At the end of Season 1, he respected Jane's decision of staying in Hawai'i. In Season 2, he shortly returned and provided help to Alex's admission to the naval academy.

=== Julie Tennant ===
Julie Tennant (portrayed by Mahina Napoleon) is Jane Tennant's daughter and youngest child.

=== Maggie Shaw ===
Maggie Shaw (portrayed by Julie White) is a former agent with the CIA, who served as the mentor and friend of NCIS Special Agent in Charge Jane Tennant. However, she was revealed to be a double agent/spy for the Chinese and the mother of wanted spy Bao. Despite her self-interest in the cases involved, she and Jane treasured their bittersweet relationship that they did not hesitate to sacrifice for each other.

=== Norman 'Boom Boom' Gates ===
Captain Norman 'Boom Boom' Gates (portrayed by Sharif Atkins) is a reserved Gunnery Sergeant in the United States Marine Corps and also an explosive expert with the NCIS: Hawai'i team as well as a member of the Explosive Ordnance Disposal (EOD) unit in Hawai'i. As his nickname suggested, he could be very angry to those crossed his line in workplace.

=== Carla Chase ===
Commander (Dr.) Carla Chase (portrayed by Seana Kofoed) is the medical examiner assigned to Joint Base Pearl Harbor–Hickam. Similar to other medical examiners in the NCIS universe, Clara also possessed great knowledge in toxicology and clinical medicine.

=== Daniel Tennant ===
Daniel Tennant (portrayed by Anthony Ruivivar) is Jane's ex-husband and father of her children. They have settled issues peacefully, with Jane encounter with his new partner normally and constantly discuss the children's future with him.

=== Neil Pike ===
Agent Neil Pike (portrayed by Mark Gessner) is a Coast Guard Investigative Service Agent. While he could be very serious in undercover and rescue missions, his comical actions make him great friends of Jesse and Kai.

=== John Swift ===
John Swift (portrayed by Henry Ian Cusick) is the NCIS Supervisory Special Agent in Charge, who temporarily took up Jane's leader role when she was subject to investigation. Though he acted cruel to any suspicion, there is a side that he appreciated people with dynamic personalities.

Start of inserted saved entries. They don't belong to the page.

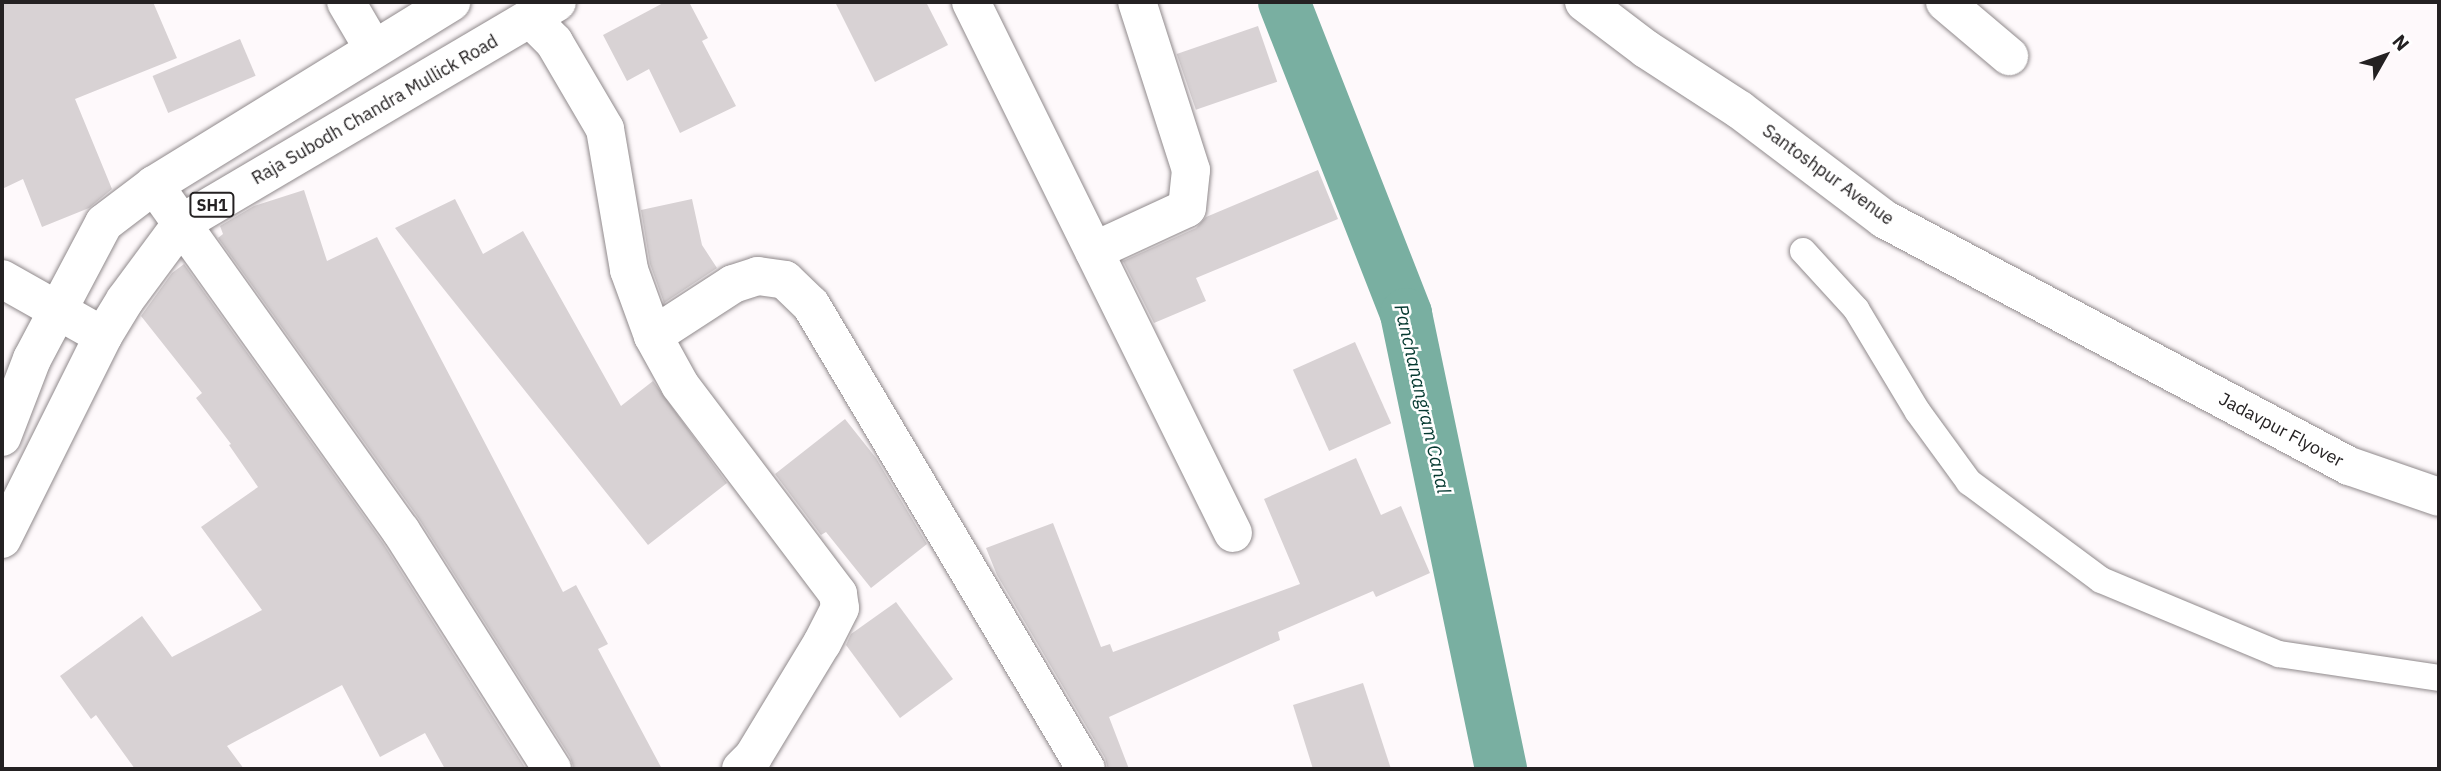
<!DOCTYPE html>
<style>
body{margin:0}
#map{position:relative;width:2441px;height:771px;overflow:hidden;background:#fef9fb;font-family:"IBM Plex Sans",sans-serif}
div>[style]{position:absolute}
.canal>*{height:52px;margin:-26px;padding:0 26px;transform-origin:26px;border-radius:26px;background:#79afa1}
.building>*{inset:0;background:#d8d2d4;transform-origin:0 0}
.roads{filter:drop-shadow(0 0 2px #908a8c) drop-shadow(0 0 2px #908a8c)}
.service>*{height:26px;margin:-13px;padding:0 13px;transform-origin:13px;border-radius:13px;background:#fff}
.minor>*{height:38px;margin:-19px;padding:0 19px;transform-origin:19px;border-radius:19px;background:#fff}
.tertiary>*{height:38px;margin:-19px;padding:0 19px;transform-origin:19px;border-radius:19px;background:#fff}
.secondary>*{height:38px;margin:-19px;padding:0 19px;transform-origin:19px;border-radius:19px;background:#fff}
.primary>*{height:38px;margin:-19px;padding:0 19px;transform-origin:19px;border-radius:19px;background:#fff}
span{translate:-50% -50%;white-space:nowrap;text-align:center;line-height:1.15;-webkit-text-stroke:5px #fff;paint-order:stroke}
.shield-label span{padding:2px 5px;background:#fff;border:2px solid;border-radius:5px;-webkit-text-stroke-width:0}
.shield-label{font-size:16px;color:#242122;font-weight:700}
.street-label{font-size:18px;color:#242122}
.water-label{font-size:19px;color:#04382f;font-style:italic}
.frame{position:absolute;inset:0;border:4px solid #242122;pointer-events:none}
.north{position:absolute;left:2350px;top:21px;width:70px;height:70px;-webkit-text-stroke:5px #fff;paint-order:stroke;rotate:50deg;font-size:19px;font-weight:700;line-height:28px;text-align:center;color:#242122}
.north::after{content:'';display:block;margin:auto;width:24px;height:32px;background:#242122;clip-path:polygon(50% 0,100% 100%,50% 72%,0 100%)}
</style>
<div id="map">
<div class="canal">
<div style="left:1284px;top:2px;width:335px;rotate:68.6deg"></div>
<div style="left:1406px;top:314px;width:465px;rotate:78.2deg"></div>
</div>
<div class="building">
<div style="clip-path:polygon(2px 2px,153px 2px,177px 58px,75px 99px,112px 189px,89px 208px,42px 227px,23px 179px,2px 189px)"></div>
<div style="clip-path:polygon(665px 2px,689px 2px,708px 38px,702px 41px,736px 106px,680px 133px,649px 69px,627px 81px,603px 35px)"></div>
<div style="clip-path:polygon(835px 2px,926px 2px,948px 45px,875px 82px)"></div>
<div style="left:1258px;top:26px;width:59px;height:86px;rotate:71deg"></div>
<div style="left:240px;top:39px;width:40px;height:95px;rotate:67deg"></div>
<div style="clip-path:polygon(1318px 170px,1338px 219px,1196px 278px,1206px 301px,1154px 323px,1123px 261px,1196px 228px,1206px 217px)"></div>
<div style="clip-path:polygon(304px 190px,327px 261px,377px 237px,563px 592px,576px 585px,608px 644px,598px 649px,662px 769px,574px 769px,570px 757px,419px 519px,218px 238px,223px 234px,220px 226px,254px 206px)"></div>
<div style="clip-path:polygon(455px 199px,483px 254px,523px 231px,621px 406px,653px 381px,727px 483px,648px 545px,395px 228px)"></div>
<div style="clip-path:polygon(692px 199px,702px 245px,717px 268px,664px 303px,650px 264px,641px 210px)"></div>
<div style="clip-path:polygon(184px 264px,383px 543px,526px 769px,445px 769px,425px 733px,380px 757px,342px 685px,227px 746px,244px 769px,135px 769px,96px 715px,91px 719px,60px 676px,142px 616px,172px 657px,262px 610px,201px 527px,258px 487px,229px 445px,231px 444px,196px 398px,202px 393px,141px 316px,172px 273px)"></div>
<div style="left:1355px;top:342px;width:89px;height:68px;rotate:66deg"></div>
<div style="clip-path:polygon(845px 419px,876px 458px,927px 544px,871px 588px,826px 532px,821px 535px,775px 474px)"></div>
<div style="clip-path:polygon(1356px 458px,1381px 515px,1401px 506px,1430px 573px,1376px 597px,1373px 591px,1278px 632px,1280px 640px,1109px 717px,1129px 769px,1108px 769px,1105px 758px,997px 575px,986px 548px,1053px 523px,1101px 647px,1110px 644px,1113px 652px,1300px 584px,1264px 499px)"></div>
<div style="clip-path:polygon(896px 602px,953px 679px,900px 718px,846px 645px,851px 634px)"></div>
<div style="clip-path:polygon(1363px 683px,1391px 769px,1313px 769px,1293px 705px)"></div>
</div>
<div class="roads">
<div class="service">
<div style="left:1803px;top:251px;width:79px;rotate:47.6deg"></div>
<div style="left:1856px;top:309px;width:120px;rotate:59deg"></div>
<div style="left:1918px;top:412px;width:87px;rotate:53.9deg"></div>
<div style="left:1969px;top:482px;width:164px;rotate:36.6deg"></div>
<div style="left:2101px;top:580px;width:193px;rotate:22.6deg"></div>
<div style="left:2279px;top:654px;width:162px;rotate:8.5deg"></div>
</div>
<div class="minor">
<div style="left:346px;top:2px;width:53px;rotate:59.6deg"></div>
<div style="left:971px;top:2px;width:592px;rotate:63.74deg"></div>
<div style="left:1945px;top:2px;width:84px;rotate:40.2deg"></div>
<div style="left:530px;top:18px;width:34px;rotate:45deg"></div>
<div style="left:554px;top:42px;width:101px;rotate:59.6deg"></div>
<div style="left:605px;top:129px;width:143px;rotate:80.3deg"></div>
<div style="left:629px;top:270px;width:70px;rotate:70deg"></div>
<div style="left:653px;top:336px;width:56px;rotate:61.1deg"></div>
<div style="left:680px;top:385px;width:262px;rotate:52.9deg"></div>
<div style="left:838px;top:594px;width:14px;rotate:82deg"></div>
<div style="left:840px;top:608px;width:39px;rotate:117deg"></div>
<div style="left:822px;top:643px;width:133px;rotate:121.2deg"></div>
<div style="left:753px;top:757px;width:17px;rotate:135deg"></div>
<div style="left:154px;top:185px;width:425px;rotate:54.5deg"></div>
<div style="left:401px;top:531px;width:282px;rotate:57.6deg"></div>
<div style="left:1094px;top:251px;width:102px;rotate:-24.8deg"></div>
<div style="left:1187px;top:208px;width:38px;rotate:-84deg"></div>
<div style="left:1191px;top:170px;width:176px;rotate:-107.8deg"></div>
<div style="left:653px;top:336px;width:95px;rotate:-33deg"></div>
<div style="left:733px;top:284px;width:26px;rotate:-18deg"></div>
<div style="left:758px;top:276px;width:27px;rotate:8deg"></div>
<div style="left:785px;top:280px;width:36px;rotate:44deg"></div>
<div style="left:811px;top:305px;width:539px;rotate:59.35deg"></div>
</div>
<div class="tertiary">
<div style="left:2px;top:279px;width:116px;rotate:29.4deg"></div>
</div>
<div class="secondary">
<div style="left:1584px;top:2px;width:78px;rotate:37.2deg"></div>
<div style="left:1646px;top:49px;width:112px;rotate:33deg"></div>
<div style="left:1740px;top:110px;width:181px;rotate:37.1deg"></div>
<div style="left:1884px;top:219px;width:527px;rotate:27.98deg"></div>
<div style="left:2349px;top:466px;width:95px;rotate:19deg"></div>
</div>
<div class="primary">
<div style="left:2px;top:437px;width:84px;rotate:-69deg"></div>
<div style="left:32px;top:359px;width:154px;rotate:-62.1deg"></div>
<div style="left:104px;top:223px;width:63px;rotate:-37.2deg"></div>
<div style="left:154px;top:185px;width:349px;rotate:-31.6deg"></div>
<div style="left:2px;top:539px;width:227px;rotate:-63.5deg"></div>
<div style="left:103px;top:336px;width:42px;rotate:-58.6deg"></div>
<div style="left:125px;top:300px;width:96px;rotate:-53.5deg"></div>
<div style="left:182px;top:223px;width:435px;rotate:-30.5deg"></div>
</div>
</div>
<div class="shield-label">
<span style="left:212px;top:205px">SH1</span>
</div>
<div class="street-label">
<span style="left:375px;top:110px;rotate:-30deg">Raja Subodh Chandra Mullick Road</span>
<span style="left:1828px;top:175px;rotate:36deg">Santoshpur Avenue</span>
<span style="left:2281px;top:430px;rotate:28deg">Jadavpur Flyover</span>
</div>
<div class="water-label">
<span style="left:1422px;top:399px;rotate:77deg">Panchanangram Canal</span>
</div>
<div class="frame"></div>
<div class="north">N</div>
</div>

== Crossover characters ==
=== NCIS ===

- Wilmer Valderrama as Nick Torres: NCIS Special Agent who shares a past with Tennant.
- Katrina Law as Jessica Knight: NCIS Special Agent.
- Diona Reasonover as Kasie Hines: Forensic Specialist for NCIS.
- Gary Cole as Alden Parker: NCIS Supervisory Special Agent of the MCRT.
- Brian Dietzen as Dr. Jimmy Palmer, Chief Medical Examiner for NCIS.

=== NCIS: Los Angeles ===

- Chris O'Donnell as Grisha "G." Callen, NCIS Supervisory Special Agent of the Office of Special Projects in Los Angeles.
- LL Cool J as Sam Hanna, NCIS Senior Field Agent, Second in Command of the OSP. Sam becomes a recurring character in season 3, that he is first believed to be a surveillant towards Jane after the events of the season 2 finale, though there are more secrets behind his long presence in Hawai'i.